Start of The data
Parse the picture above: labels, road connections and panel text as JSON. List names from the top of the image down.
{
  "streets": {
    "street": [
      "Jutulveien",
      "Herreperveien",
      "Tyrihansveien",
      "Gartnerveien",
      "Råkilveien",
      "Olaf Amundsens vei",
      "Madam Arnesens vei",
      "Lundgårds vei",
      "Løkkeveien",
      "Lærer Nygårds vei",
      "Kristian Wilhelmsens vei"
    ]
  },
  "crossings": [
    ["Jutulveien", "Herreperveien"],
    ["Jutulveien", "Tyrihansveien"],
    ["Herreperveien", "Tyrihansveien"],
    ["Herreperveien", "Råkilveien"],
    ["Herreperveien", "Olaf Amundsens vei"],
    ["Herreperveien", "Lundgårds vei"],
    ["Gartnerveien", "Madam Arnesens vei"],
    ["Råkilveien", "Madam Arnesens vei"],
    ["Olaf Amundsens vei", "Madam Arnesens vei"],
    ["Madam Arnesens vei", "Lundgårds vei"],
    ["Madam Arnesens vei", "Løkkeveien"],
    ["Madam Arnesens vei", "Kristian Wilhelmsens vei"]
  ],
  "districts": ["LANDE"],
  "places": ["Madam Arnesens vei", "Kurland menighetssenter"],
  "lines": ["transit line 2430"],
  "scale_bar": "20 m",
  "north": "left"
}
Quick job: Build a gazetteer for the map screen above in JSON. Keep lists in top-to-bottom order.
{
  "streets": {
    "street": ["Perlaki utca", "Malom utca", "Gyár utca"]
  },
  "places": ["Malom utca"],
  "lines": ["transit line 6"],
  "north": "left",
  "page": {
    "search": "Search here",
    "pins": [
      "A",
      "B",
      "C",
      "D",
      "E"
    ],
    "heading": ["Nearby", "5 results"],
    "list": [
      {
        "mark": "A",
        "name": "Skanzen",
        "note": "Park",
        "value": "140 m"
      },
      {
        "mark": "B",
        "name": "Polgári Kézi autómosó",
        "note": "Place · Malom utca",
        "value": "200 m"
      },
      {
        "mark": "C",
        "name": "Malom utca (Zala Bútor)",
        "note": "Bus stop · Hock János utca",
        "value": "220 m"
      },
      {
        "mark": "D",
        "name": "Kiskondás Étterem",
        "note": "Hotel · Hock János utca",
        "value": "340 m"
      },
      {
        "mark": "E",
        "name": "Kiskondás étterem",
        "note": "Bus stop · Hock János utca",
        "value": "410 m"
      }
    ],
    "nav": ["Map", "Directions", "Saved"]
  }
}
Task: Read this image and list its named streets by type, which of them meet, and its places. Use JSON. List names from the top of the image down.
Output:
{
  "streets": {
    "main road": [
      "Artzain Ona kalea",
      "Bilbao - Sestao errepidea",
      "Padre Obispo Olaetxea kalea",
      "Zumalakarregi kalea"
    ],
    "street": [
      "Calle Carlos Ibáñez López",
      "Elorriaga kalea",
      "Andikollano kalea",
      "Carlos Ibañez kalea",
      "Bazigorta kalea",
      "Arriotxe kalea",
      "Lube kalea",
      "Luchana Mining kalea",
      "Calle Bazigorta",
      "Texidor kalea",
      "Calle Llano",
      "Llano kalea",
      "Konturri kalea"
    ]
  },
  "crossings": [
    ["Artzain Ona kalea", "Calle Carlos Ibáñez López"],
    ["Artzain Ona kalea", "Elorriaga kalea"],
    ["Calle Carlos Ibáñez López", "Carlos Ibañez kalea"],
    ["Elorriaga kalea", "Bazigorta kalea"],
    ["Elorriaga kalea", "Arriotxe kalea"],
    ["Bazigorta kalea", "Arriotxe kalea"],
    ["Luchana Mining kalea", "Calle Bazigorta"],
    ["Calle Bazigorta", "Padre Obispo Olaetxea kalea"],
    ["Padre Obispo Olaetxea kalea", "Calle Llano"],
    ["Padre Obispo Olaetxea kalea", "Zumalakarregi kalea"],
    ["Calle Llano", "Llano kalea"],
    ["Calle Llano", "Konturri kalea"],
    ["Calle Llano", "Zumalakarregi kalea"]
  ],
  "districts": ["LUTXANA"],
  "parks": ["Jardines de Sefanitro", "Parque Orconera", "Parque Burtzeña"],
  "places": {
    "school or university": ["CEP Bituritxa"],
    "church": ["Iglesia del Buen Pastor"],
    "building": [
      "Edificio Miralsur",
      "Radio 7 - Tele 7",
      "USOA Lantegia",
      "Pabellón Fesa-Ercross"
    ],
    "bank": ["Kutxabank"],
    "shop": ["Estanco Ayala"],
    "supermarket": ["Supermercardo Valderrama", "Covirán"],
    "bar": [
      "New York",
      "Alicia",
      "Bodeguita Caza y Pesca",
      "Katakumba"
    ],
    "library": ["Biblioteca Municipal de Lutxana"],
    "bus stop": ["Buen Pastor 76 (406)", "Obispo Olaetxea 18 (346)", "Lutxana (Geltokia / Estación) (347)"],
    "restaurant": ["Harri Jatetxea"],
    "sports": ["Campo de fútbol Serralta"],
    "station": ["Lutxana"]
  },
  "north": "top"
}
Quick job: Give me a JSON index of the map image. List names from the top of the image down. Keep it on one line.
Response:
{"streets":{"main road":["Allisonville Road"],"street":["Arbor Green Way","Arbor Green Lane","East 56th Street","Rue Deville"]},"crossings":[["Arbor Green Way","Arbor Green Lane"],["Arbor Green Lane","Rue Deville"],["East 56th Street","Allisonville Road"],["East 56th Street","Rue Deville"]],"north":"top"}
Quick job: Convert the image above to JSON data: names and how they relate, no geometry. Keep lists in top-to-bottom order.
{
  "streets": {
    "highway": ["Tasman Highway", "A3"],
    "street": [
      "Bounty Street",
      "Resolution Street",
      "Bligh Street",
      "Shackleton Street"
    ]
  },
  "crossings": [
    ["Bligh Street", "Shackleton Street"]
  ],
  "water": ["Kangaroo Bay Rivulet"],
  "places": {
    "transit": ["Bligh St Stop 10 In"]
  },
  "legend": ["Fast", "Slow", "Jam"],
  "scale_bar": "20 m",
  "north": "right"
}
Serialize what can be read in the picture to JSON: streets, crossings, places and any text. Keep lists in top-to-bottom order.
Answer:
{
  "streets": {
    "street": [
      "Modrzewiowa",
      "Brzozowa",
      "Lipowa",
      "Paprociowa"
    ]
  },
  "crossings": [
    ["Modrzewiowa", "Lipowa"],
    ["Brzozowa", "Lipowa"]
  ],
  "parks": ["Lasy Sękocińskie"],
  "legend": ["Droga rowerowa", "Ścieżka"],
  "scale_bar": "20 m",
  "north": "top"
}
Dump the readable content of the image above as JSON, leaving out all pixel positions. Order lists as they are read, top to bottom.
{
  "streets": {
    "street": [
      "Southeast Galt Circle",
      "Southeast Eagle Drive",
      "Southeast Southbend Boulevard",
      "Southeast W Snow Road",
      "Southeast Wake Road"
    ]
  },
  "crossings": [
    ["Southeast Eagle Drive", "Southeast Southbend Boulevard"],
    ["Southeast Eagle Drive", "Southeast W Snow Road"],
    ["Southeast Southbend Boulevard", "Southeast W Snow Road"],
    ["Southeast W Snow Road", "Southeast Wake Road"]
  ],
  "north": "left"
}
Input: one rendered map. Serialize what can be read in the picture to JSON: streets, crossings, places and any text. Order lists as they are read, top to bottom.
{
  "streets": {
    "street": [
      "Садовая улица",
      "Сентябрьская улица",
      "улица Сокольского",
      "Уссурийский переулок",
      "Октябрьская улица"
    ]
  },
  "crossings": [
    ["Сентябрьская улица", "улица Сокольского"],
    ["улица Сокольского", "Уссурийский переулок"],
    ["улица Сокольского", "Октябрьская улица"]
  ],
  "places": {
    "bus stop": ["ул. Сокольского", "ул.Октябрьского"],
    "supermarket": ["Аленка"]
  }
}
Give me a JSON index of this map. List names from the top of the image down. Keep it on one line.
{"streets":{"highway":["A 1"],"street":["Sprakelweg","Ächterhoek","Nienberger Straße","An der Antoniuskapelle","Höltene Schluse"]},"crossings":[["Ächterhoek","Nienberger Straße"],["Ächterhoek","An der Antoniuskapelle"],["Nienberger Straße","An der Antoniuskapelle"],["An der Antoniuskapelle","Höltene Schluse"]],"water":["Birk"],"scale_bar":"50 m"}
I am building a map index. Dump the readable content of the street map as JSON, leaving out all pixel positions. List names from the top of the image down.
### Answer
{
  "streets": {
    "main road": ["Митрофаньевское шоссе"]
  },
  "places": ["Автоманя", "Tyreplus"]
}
End of The data
Problem to solve: From the listing above, the lines starting with the one that has "Quick job: Convert" and running through the one that has "text. Keep lists in top-to-bottom order." should be copied exactly, ends included.

Answer below:
Quick job: Convert the image above to JSON data: names and how they relate, no geometry. Keep lists in top-to-bottom order.
{
  "streets": {
    "highway": ["Tasman Highway", "A3"],
    "street": [
      "Bounty Street",
      "Resolution Street",
      "Bligh Street",
      "Shackleton Street"
    ]
  },
  "crossings": [
    ["Bligh Street", "Shackleton Street"]
  ],
  "water": ["Kangaroo Bay Rivulet"],
  "places": {
    "transit": ["Bligh St Stop 10 In"]
  },
  "legend": ["Fast", "Slow", "Jam"],
  "scale_bar": "20 m",
  "north": "right"
}
Serialize what can be read in the picture to JSON: streets, crossings, places and any text. Keep lists in top-to-bottom order.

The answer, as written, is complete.